Não seria possível invocar sequer a defesa de autoridades federais, a ser realizada pela AGU, prevista no artigo 22 da Lei 9.028, de 1995. Com efeito, o dispositivo legal referido autoriza a AGU a representar judicialmente os titulares e os membros dos Poderes da República, das instituições federais referidas no título IV, capítulo IV, da Constituição, bem como os titulares dos ministérios e demais órgãos da Presidência da República, de autarquias e fundações públicas federais, e de cargos de natureza especial, de direção e assessoramento superiores e daqueles efetivos, quanto a atos praticados no exercício de suas atribuições constitucionais, legais ou regulamentares, no interesse público, especialmente da União, suas respectivas autarquias e fundações, ou das Instituições aludidas.
Ora, a senhora Dilma Rousseff, mesmo ocupando a condição de Presidente da República, não pratica atos institucionais constitucionais, legais ou regulamentares na condição de candidata na disputa eleitoral.
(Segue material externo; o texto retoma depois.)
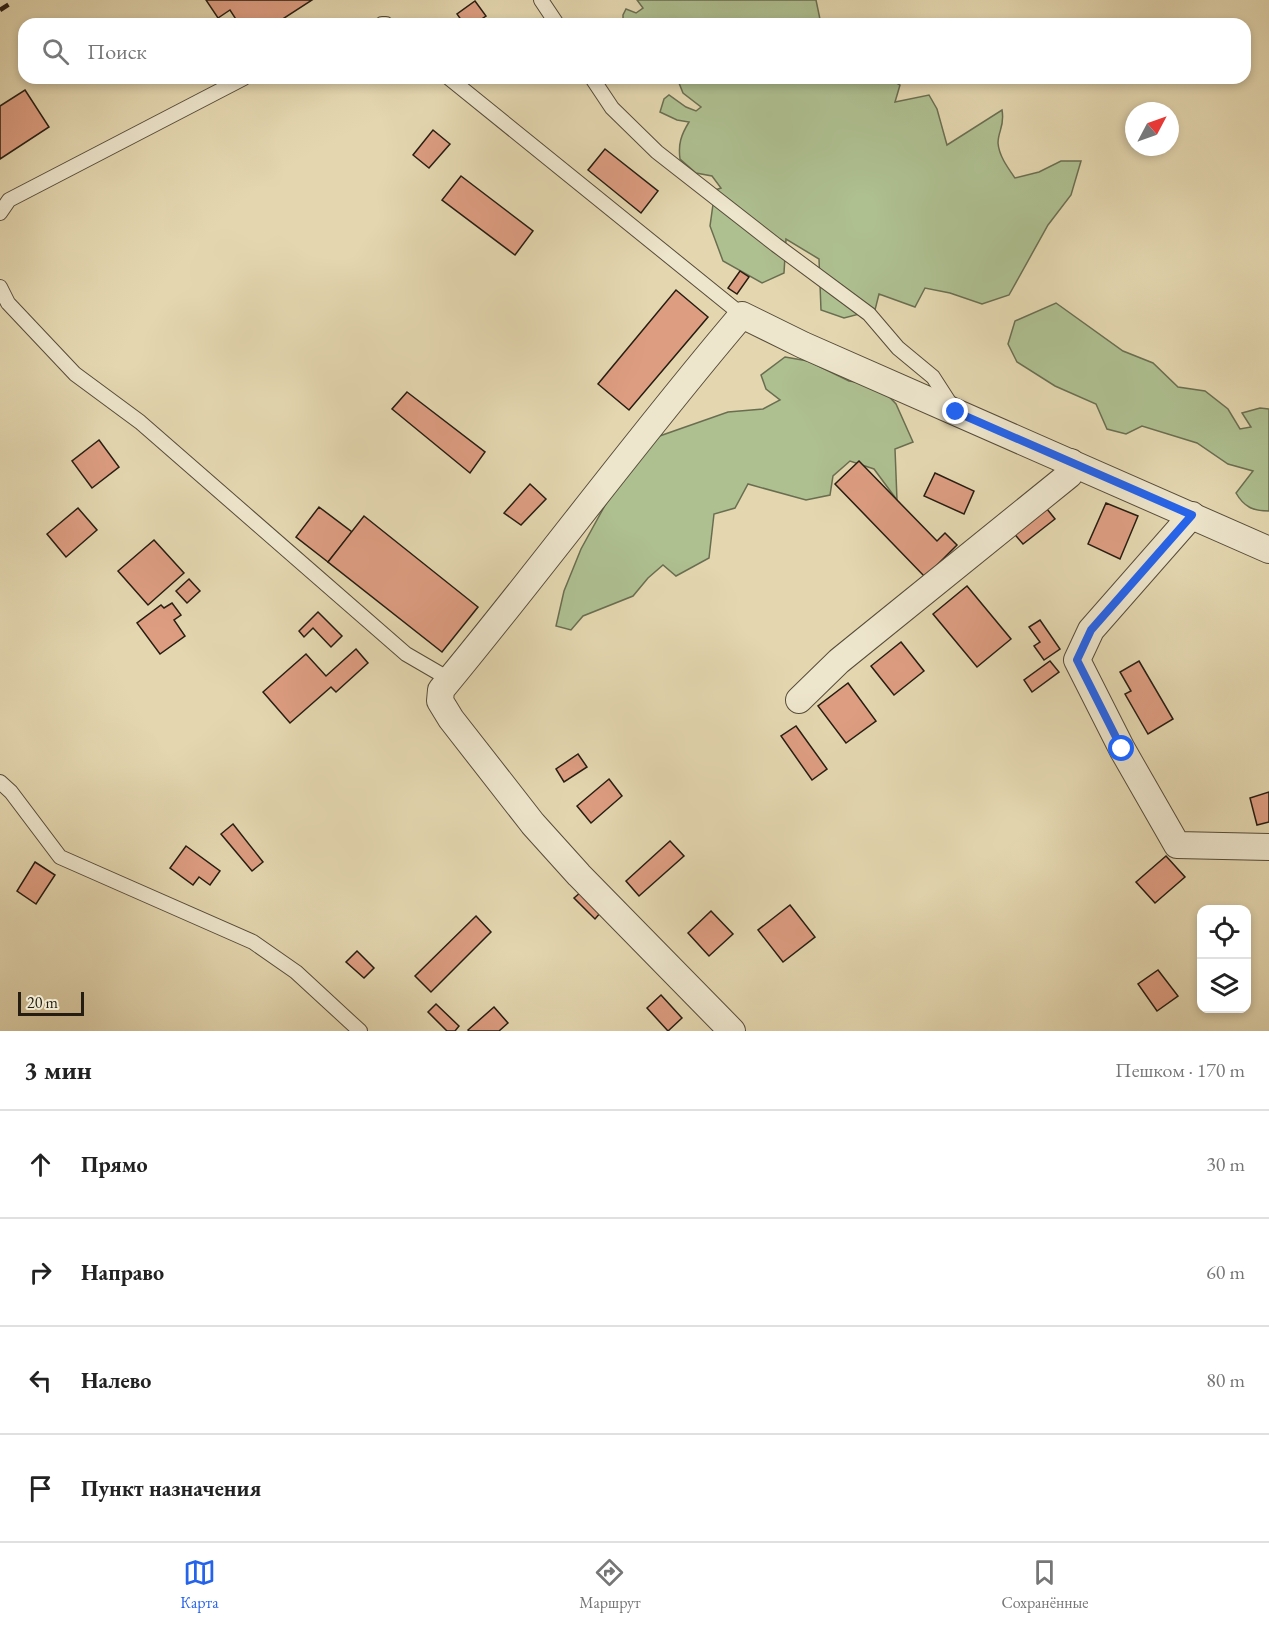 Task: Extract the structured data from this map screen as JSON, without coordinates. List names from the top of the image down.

Essa afirmação é tão correta que a Dra. Marcia Pelegrini, advogada, foi devidamente constituída para representar a candidata junto à Justiça Eleitoral.
O episódio demonstra uma das faces mais tristes das deturpações impostas à advocacia pública federal na atual quadra histórica da sociedade brasileira impedindo o escorreito exercício de suas missões constitucionais na defesa e construção do Estado Democrático de Direito, notadamente no combate à corrupção e na efetivação das políticas públicas. Afinal, observa-se no âmbito da AGU e seus órgãos vinculados: a) remunerações aviltadas; b) condições de trabalho indignas; c) independência técnica manietada; d) autonomia inexistente e e) advocacia de governo presente.
O comportamento do advogado-geral da União, o senhor Luís Inácio Adams, insere-se no último dos “capítulos” das deturpações. Está claro como água cristalina que o cliente do atual advogado-geral da União é o governo e seus integrantes, inclusive na perspectiva de seus interesses pessoais completamente dissociados das atuações como agentes públicos. Esse tipo de atitude, profundamente censurável, fragiliza a atuação da AGU e de seus membros na defesa do patrimônio público e das decisões públicas. Ninguém mais, ninguém menos do que o chefe da instituição sinaliza para os gestores e autoridades, em particular as judiciárias, quais as motivações mais fortes das ações realizadas no âmbito da advocacia pública federal.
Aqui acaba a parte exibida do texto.